Illegal character 0x1FFFF

jozef on 2010-01-27T20:56:05

$ perl -le 'use warnings; my $x=chr(0x1FFFF)'
Unicode character 0x1ffff is illegal at -e line 1.

XML supports UTF-8 so I check for valid UTF-8 string and use it in XML if valid. Right? No!!!

There are some "non-illegal" characters that are perfect valid in UTF-8 (or even in the plain old ASCII), but are invalid for XML. The most obvious 0x00. Here is what W3C XML 1.0 specification say:

[2] Char ::= #x9 | #xA | #xD | [#x20-#xD7FF] | [#xE000-#xFFFD] | [#x10000-#x10FFFF] /* any Unicode character, excluding the surrogate blocks, FFFE, and FFFF. */

I spend some time playing with it and the result is XML::Char->valid(). The dev Data::asXML is using it now. If you you want, have a look at the test suit and try to break it. :-)


UTF-8

Hansen on 2010-01-27T22:29:27

I'm sorry to disappoint you, but Perl_is_utf8_string can't be used to check for well-formed UTF-8. Perls utf8 encoding form is superset of Unicode and ISO/IEC 10646. Perls encoding form supports codepoints up to 2**64-1 and has no problems with encoded UTF-16 surrogates or any other permanently reserved codepoints.

Re:UTF-8

jozef on 2010-01-28T07:29:26

Baf, I'm not disappointed. Nothing can be more disappointing than encoding problems...
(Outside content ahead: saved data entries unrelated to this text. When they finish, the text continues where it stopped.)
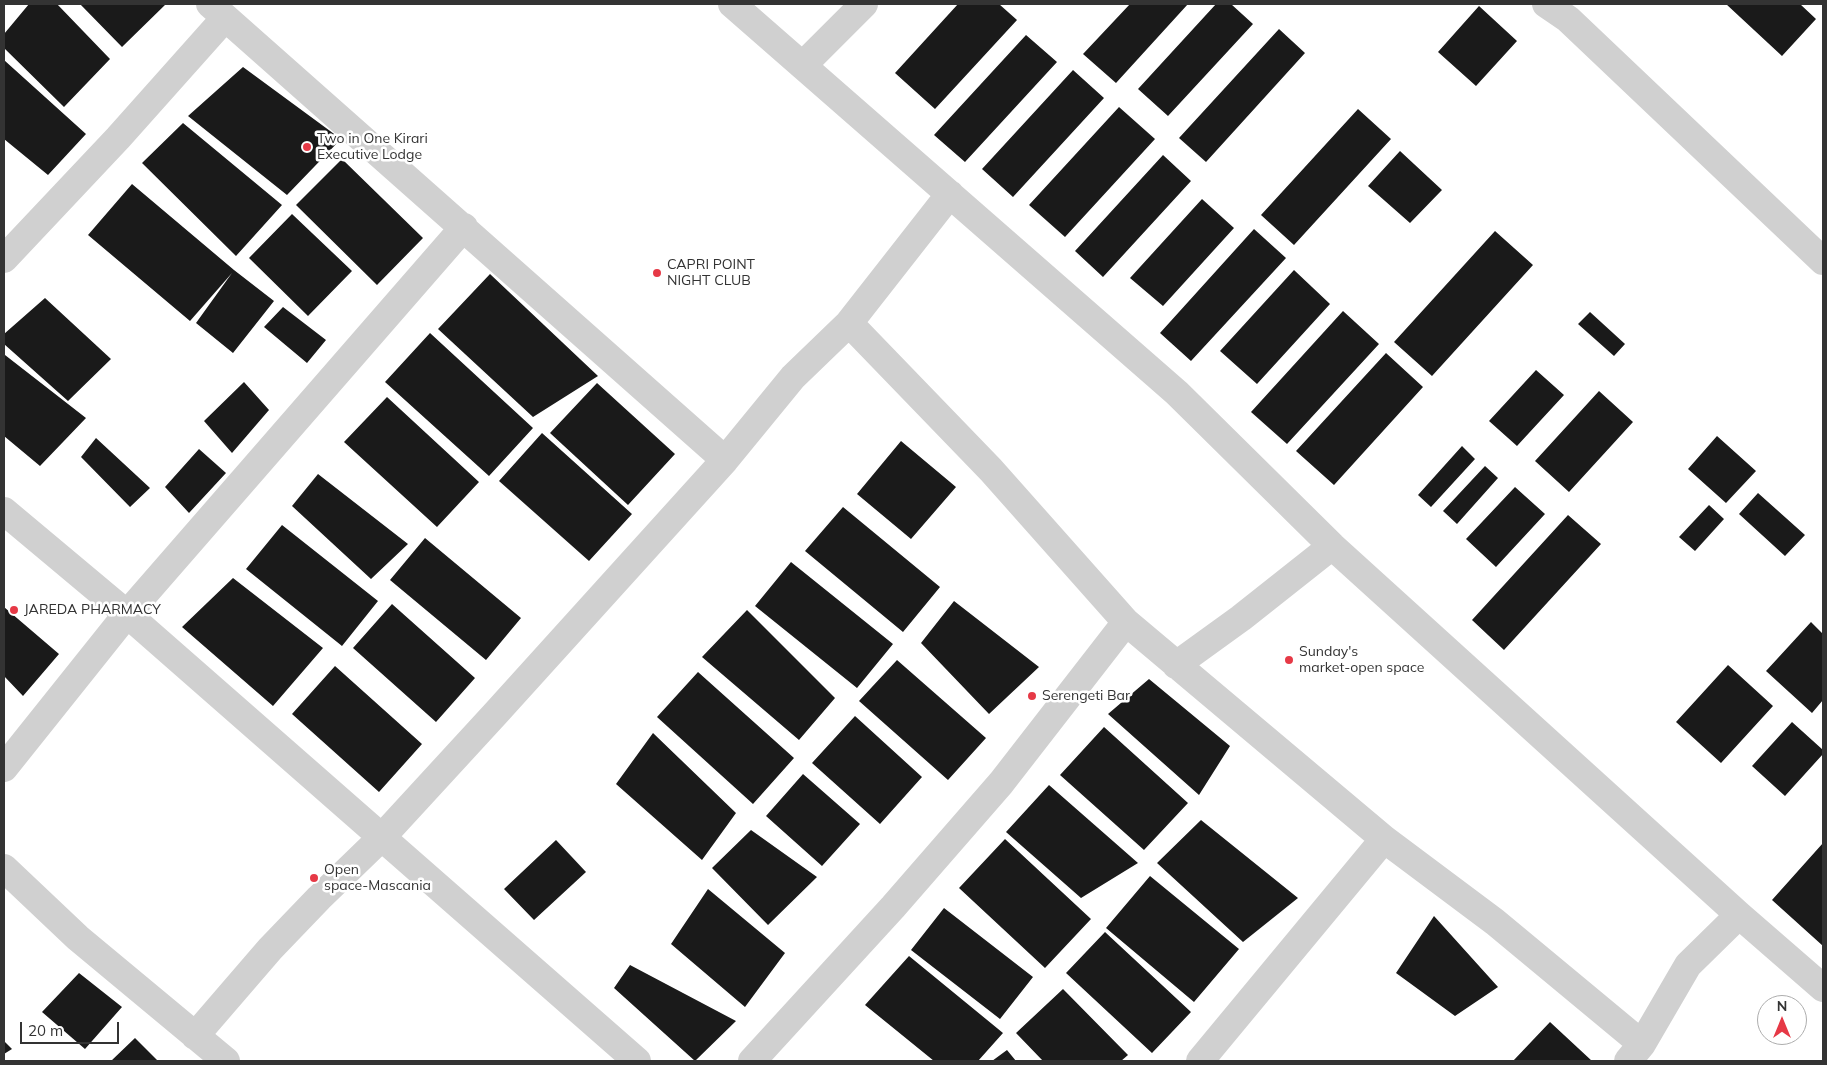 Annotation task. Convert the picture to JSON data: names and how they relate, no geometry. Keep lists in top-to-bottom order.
{
  "places": [
    "Two in One Kirari Executive Lodge",
    "CAPRI POINT NIGHT CLUB",
    "JAREDA PHARMACY",
    "Sunday's market-open space",
    "Serengeti Bar",
    "Open space-Mascania"
  ],
  "scale_bar": "20 m",
  "north": "top"
} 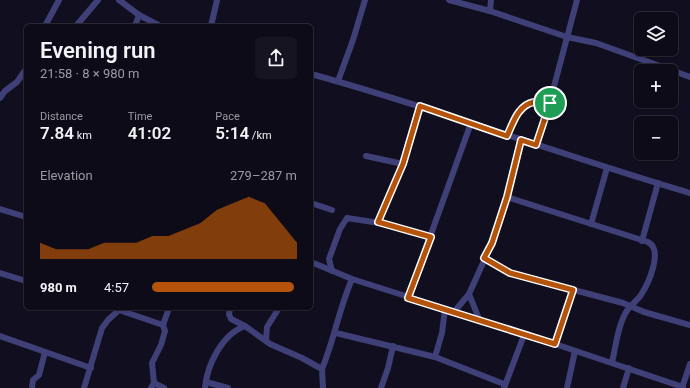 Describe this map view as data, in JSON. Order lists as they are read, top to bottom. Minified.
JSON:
{"page":{"map_buttons":["+","−"],"heading":["Evening run","21:58 · 8 × 980 m"],"stats":[["Distance","7.84 km"],["Time","41:02"],["Pace","5:14 /km"]],"chart":["Elevation","279–287 m"],"list":[{"name":"980 m","note":"4:57"}]}} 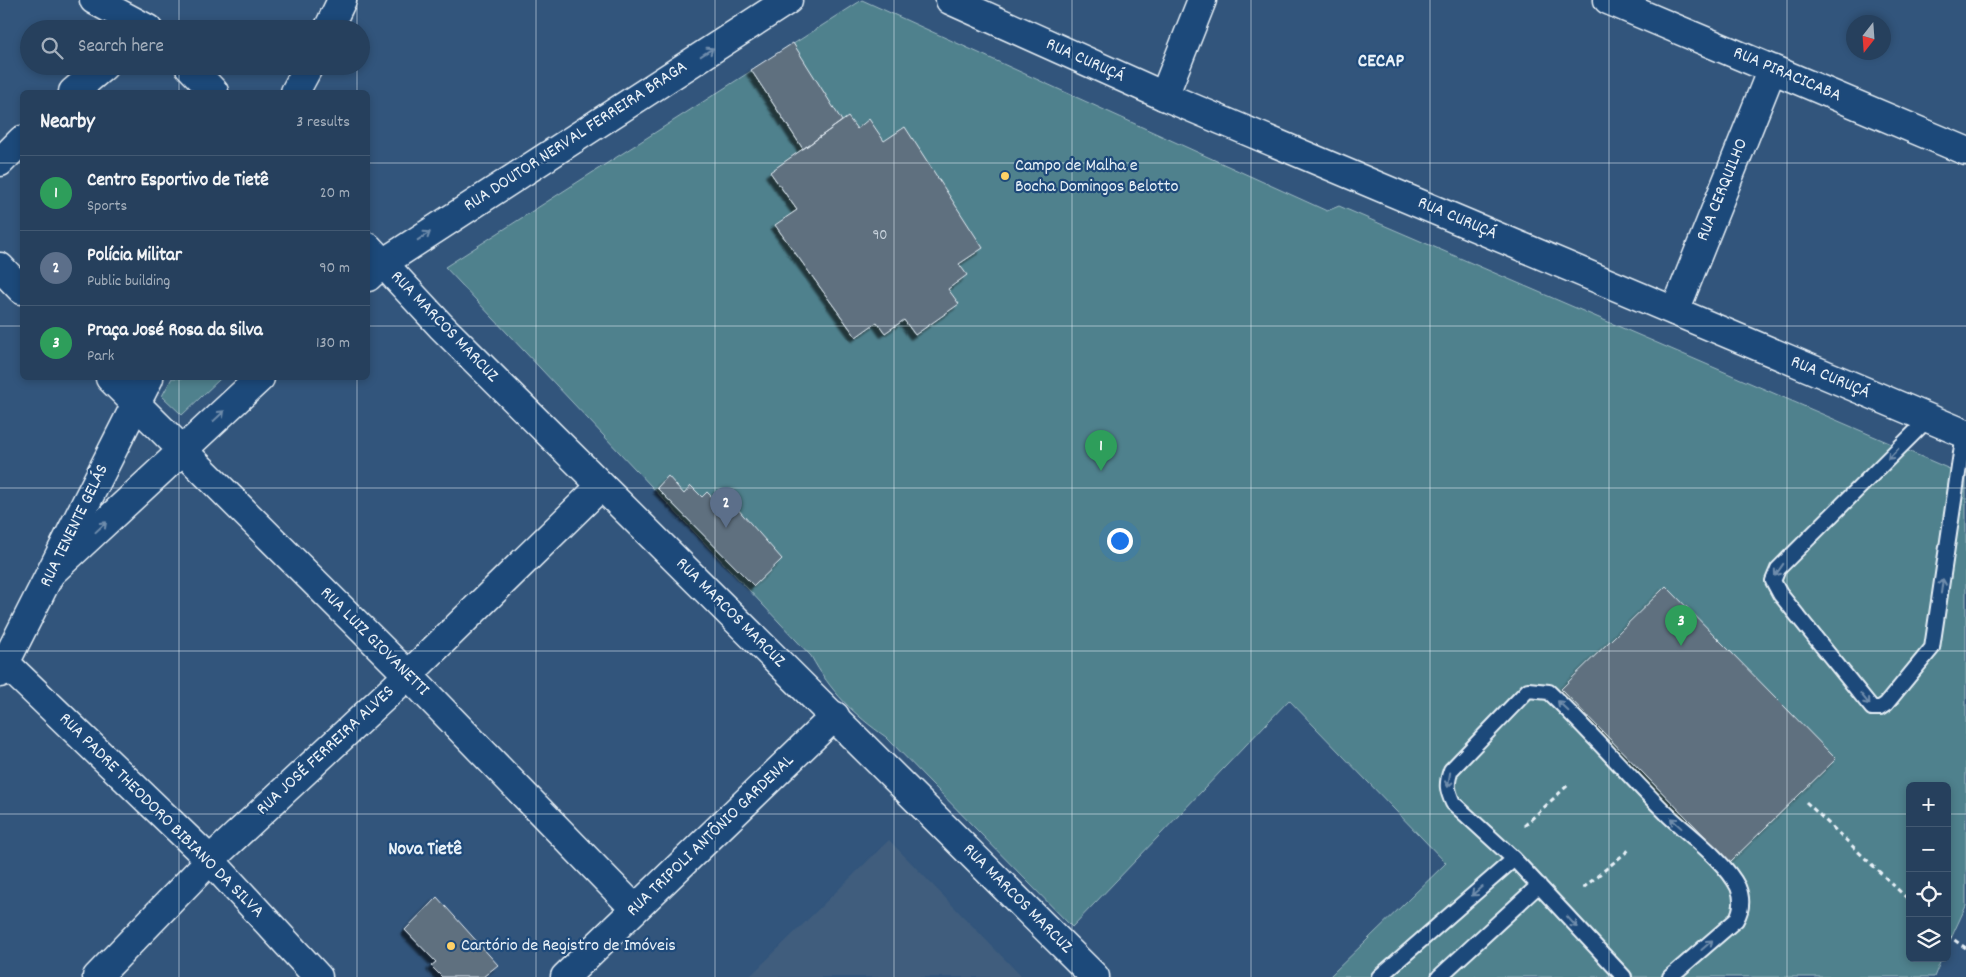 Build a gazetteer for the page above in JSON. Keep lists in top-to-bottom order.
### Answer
{
  "streets": {
    "street": [
      "RUA CURUÇÁ",
      "RUA PIRACICABA",
      "RUA DOUTOR NERVAL FERREIRA BRAGA",
      "RUA CERQUILHO",
      "RUA MARCOS MARCUZ",
      "RUA TENENTE GELÁS",
      "RUA LUIZ GIOVANETTI",
      "RUA JOSÉ FERREIRA ALVES",
      "RUA PADRE THEODORO BIBIANO DA SILVA",
      "RUA TRIPOLI ANTÔNIO GARDENAL"
    ]
  },
  "crossings": [
    ["RUA CURUÇÁ", "RUA CERQUILHO"],
    ["RUA PIRACICABA", "RUA CERQUILHO"],
    ["RUA DOUTOR NERVAL FERREIRA BRAGA", "RUA MARCOS MARCUZ"],
    ["RUA MARCOS MARCUZ", "RUA JOSÉ FERREIRA ALVES"],
    ["RUA MARCOS MARCUZ", "RUA TRIPOLI ANTÔNIO GARDENAL"],
    ["RUA TENENTE GELÁS", "RUA LUIZ GIOVANETTI"],
    ["RUA TENENTE GELÁS", "RUA PADRE THEODORO BIBIANO DA SILVA"],
    ["RUA LUIZ GIOVANETTI", "RUA JOSÉ FERREIRA ALVES"],
    ["RUA LUIZ GIOVANETTI", "RUA TRIPOLI ANTÔNIO GARDENAL"],
    ["RUA JOSÉ FERREIRA ALVES", "RUA PADRE THEODORO BIBIANO DA SILVA"]
  ],
  "one_way": ["RUA DOUTOR NERVAL FERREIRA BRAGA"],
  "districts": ["CECAP", "Nova Tietê"],
  "places": ["Campo de Malha e Bocha Domingos Belotto", "Cartório de Registro de Imóveis"],
  "house_numbers": ["90"],
  "north": "bottom",
  "page": {
    "search": "Search here",
    "heading": ["Nearby", "3 results"],
    "list": [
      {
        "mark": "1",
        "name": "Centro Esportivo de Tietê",
        "note": "Sports",
        "value": "20 m"
      },
      {
        "mark": "2",
        "name": "Polícia Militar",
        "note": "Public building",
        "value": "90 m"
      },
      {
        "mark": "3",
        "name": "Praça José Rosa da Silva",
        "note": "Park",
        "value": "130 m"
      }
    ],
    "pins": ["1", "2", "3"],
    "map_buttons": ["+", "−"]
  }
}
Hansen can you have a loot at http://github.com/jozef/String-isUTF8/blob/master/t/01_String-isUTF8.t and send a patch with failing tests?

Re:UTF-8

jozef on 2010-01-28T07:37:43

I've just seen your String::UTF8 module, I didn't know it exists and you should have mentioned it in the first place...

Wrong wrong wrong

Aristotle on 2010-01-28T15:26:46

Don’t look at the UTF8 flag. The UTF8 flag does not mean what you think it means. You can have a perfectly valid Unicode string that does not have its UTF8 flag set, and you can have a JPEG image in a string that does have its UTF8 flag set. The UTF8 flag is a lie. It should not have been called the UTF8 flag. There is no flag in Perl that means what you think the UTF8 flag means. Don’t look at the UTF8 flag.

What you want to do is very simple:

sub _is_valid_xml_string {
  $_[0] !~ /[^\x9\xA\xD\x20-\xD7FF\xE000-\xFFFD\x10000-\x10FFFF]/
}

That’s it. Anything else is wrong. (No seriously. It’s wrong.)

Re:Wrong wrong wrong

jozef on 2010-01-28T18:06:01

The implementation of XML::Char is in XS code - http://cpansearch.perl.org/src/JKUTEJ/XML-Char-0.01/lib/XML/Char.xs and there is no UTF8 flag checking. In the test http://cpansearch.perl.org/src/JKUTEJ/XML-Char-0.01/t/01_XML-Char.t there are both valid and invalid strings with and without UTF8 flag.

Re:Wrong wrong wrong

Aristotle on 2010-01-29T03:15:21

I misunderstood where the problem is in the code, but it’s still wrong. Since it’s XS, you specifically do need to look at the flag, explicitly:

#!/usr/bin/perl

use strict;
use warnings;
use utf8 ();

use Test::More tests => 2;
use XML::Char;

my $str = "\xC3";
is( XML::Char->valid($str), !!1, "accept U+00C3 with UTF8 flag off" );

utf8::upgrade($str);
is( XML::Char->valid($str), !!1, "accept U+00C3 with UTF8 flag on" );

__END__
1..2
not ok 1 - accept U+00C3 with UTF8 flag off
#   Failed test 'accept U+00C3 with UTF8 flag off'
#   at - line 7.
#          got: '0'
#     expected: '1'
ok 2 - accept U+00C3 with UTF8 flag on
# Looks like you failed 1 test of 2.

The problem is that you’re using utf8_to_uvuni unconditionally. But the PV of a string with SvUTF8 off has a different format than when the flag is on. You should be using utf8_to_uvuni only if the flag is on; otherwise, you should just take one byte at a time from the string and use that directly.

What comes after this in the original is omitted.